The underlying causes of non-revenue water losses and why it is important

By Simon Ross, IWCAN

In an interview, Will Spitzenberg, the Chief Water Engineer of ASPA in American Samoa, discussed the problem of non-revenue water (NRW) losses of up to 60% in the small island nation. This article unpacks this problem, which is particularly troublesome in developing regions, where an estimated 45 million m3 of water is pumped but then ‘lost’ through leaks, illegal connections, or other inefficiencies.

In developing countries, this loss represents an economic value of US$3 billion per annum, which is equivalent to providing water to an additional 180 million people. While performance benchmarking for water utilities is unlikely to attract a celebrity endorsement, Will suggests that it is a growing area that developing countries in the Asia-Pacific region will increasingly need help with and has important sustainability and equity considerations. With this in mind, it is important to reflect on how these issues can best be ‘championed’.

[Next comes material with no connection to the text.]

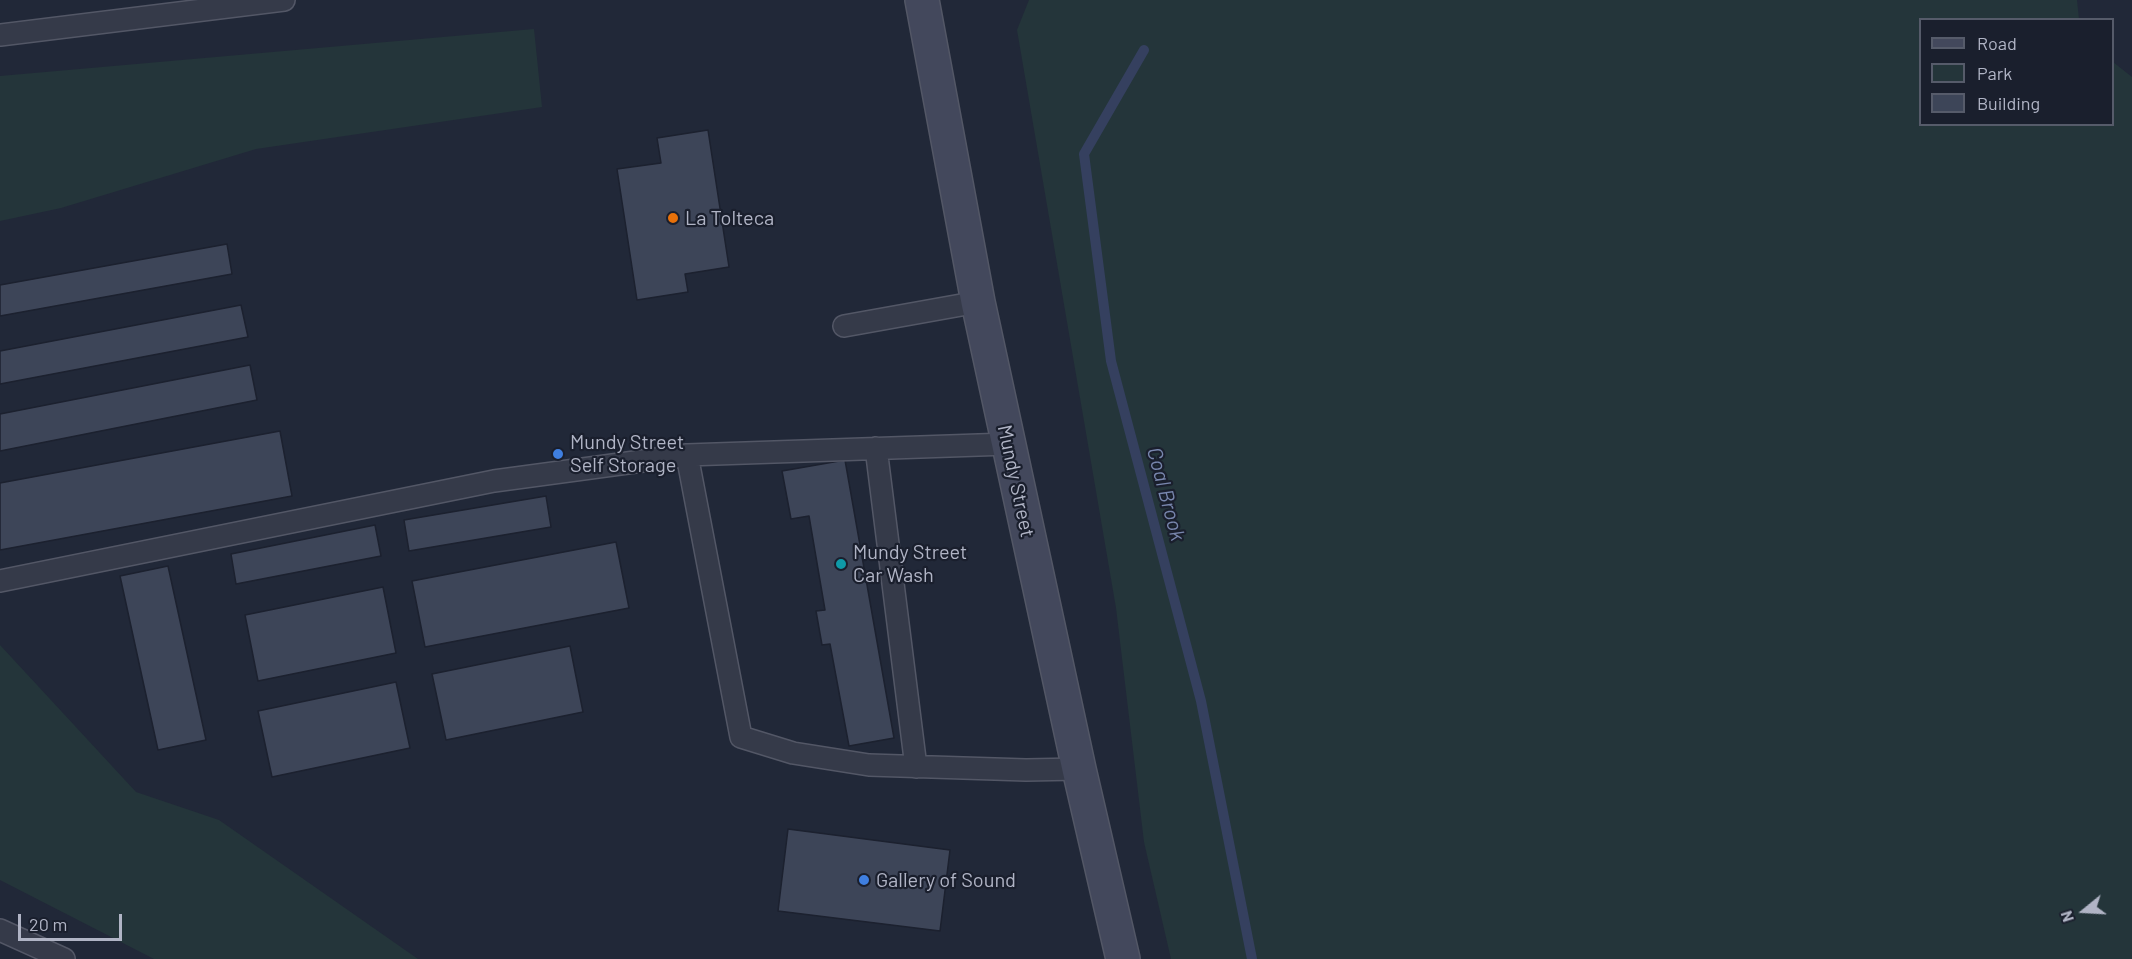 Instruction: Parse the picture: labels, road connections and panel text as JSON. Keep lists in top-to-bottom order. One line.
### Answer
{"streets":{"main road":["Mundy Street"]},"water":["Coal Brook"],"places":["La Tolteca","Mundy Street Self Storage","Mundy Street Car Wash","Gallery of Sound"],"legend":["Road","Park","Building"],"scale_bar":"20 m","north":"left"} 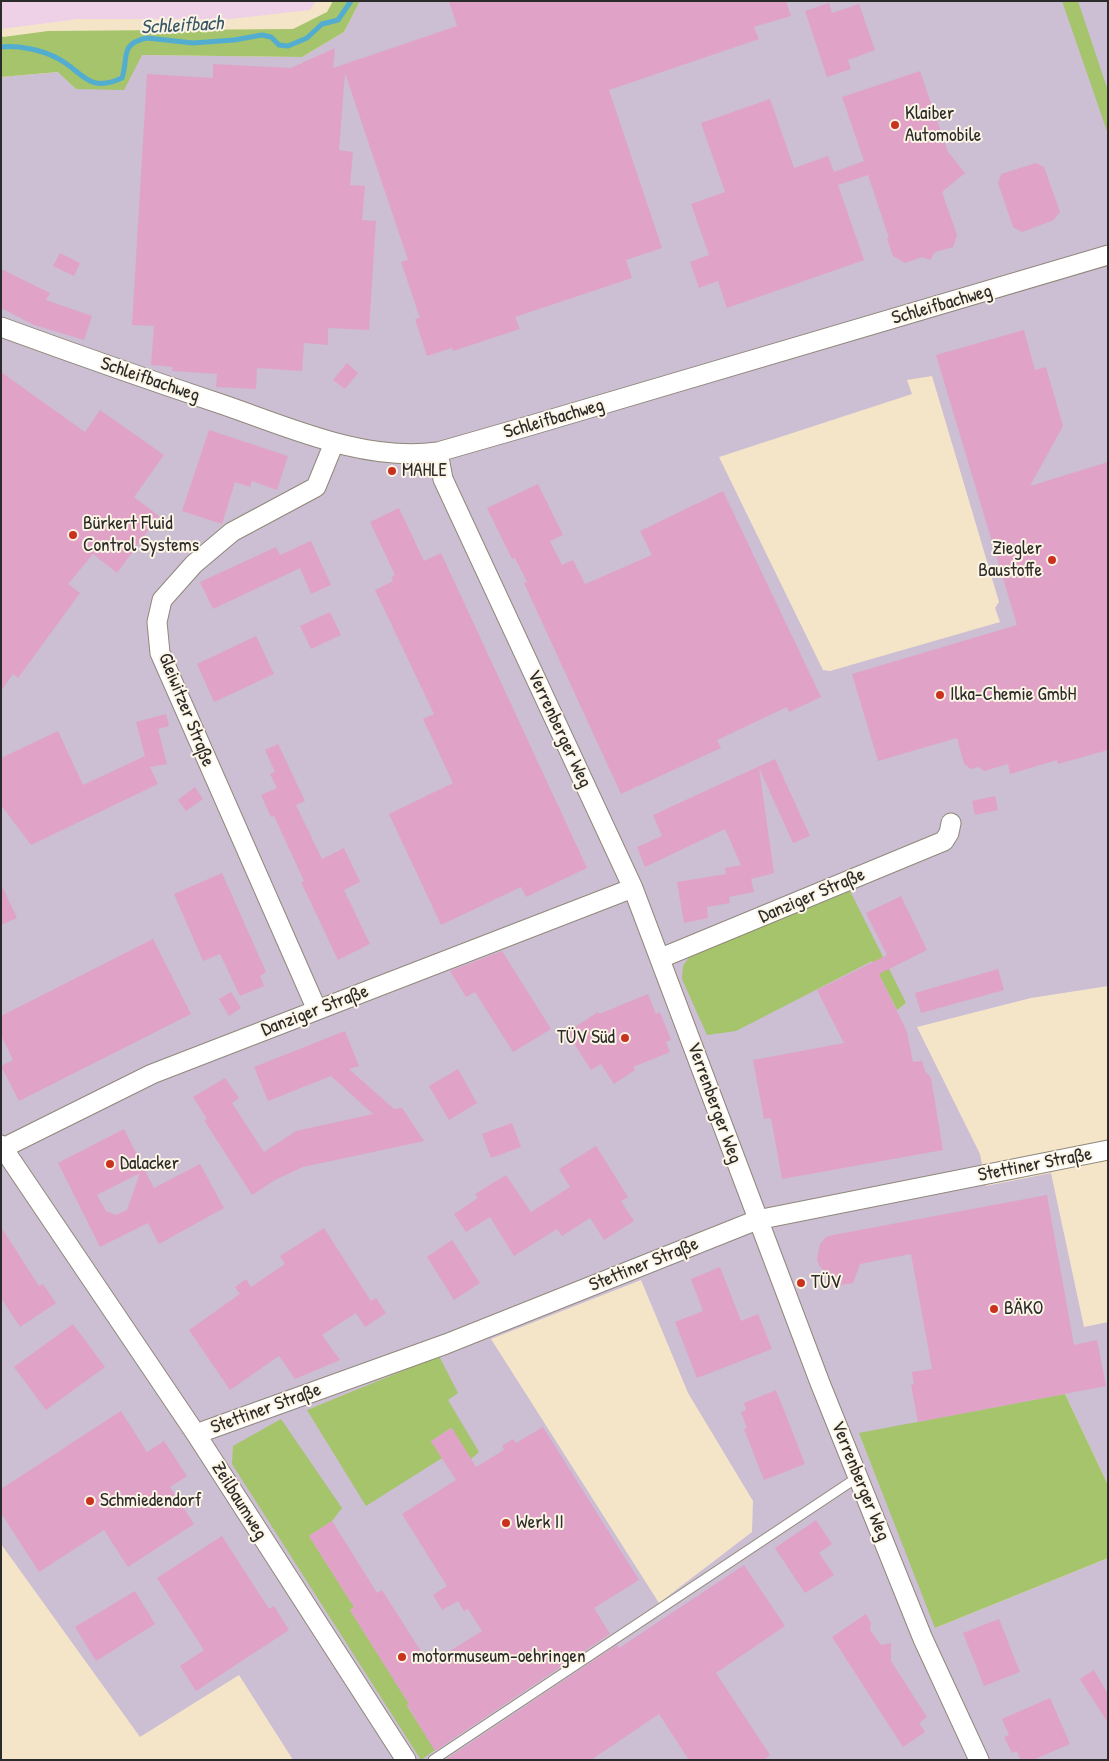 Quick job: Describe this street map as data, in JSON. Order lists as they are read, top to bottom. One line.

The need for local capacity to detect and respond to non-revenue water losses

NRW losses are the difference between water that is pumped by public utilities and what is distributed, used and paid for. These values are different for a number of reasons:

  • Piping infrastructure is expensive to maintain and replace.
  • Illegal connections and unreported leaks.
  • Poor information and management systems.

Will mentioned in his Kini interview, that as a general rule, well-performing water utilities might lose around 20% of their water to non-revenue streams, but in American Samoa and the Pacific, this figure can be up to 60%, or even higher, which is exacerbated by limited maintenance budgets and poor institutional capacity. For example, in the interview, he also described the scenario of finding ‘two hundred gallons per minute leaks that did not surface and just poured into the lava rock, in parts of the piped water network in American Samoa. The reality is that these issues need patience, as they take time to resolve.

The scale of investment required to address these problems is very large in American Samoa and includes:

  • Human resource development for local leak detection teams;
  • Investment in automated metering and real-time monitoring equipment; and
  • Developing a systematic approach to reducing NRW losses.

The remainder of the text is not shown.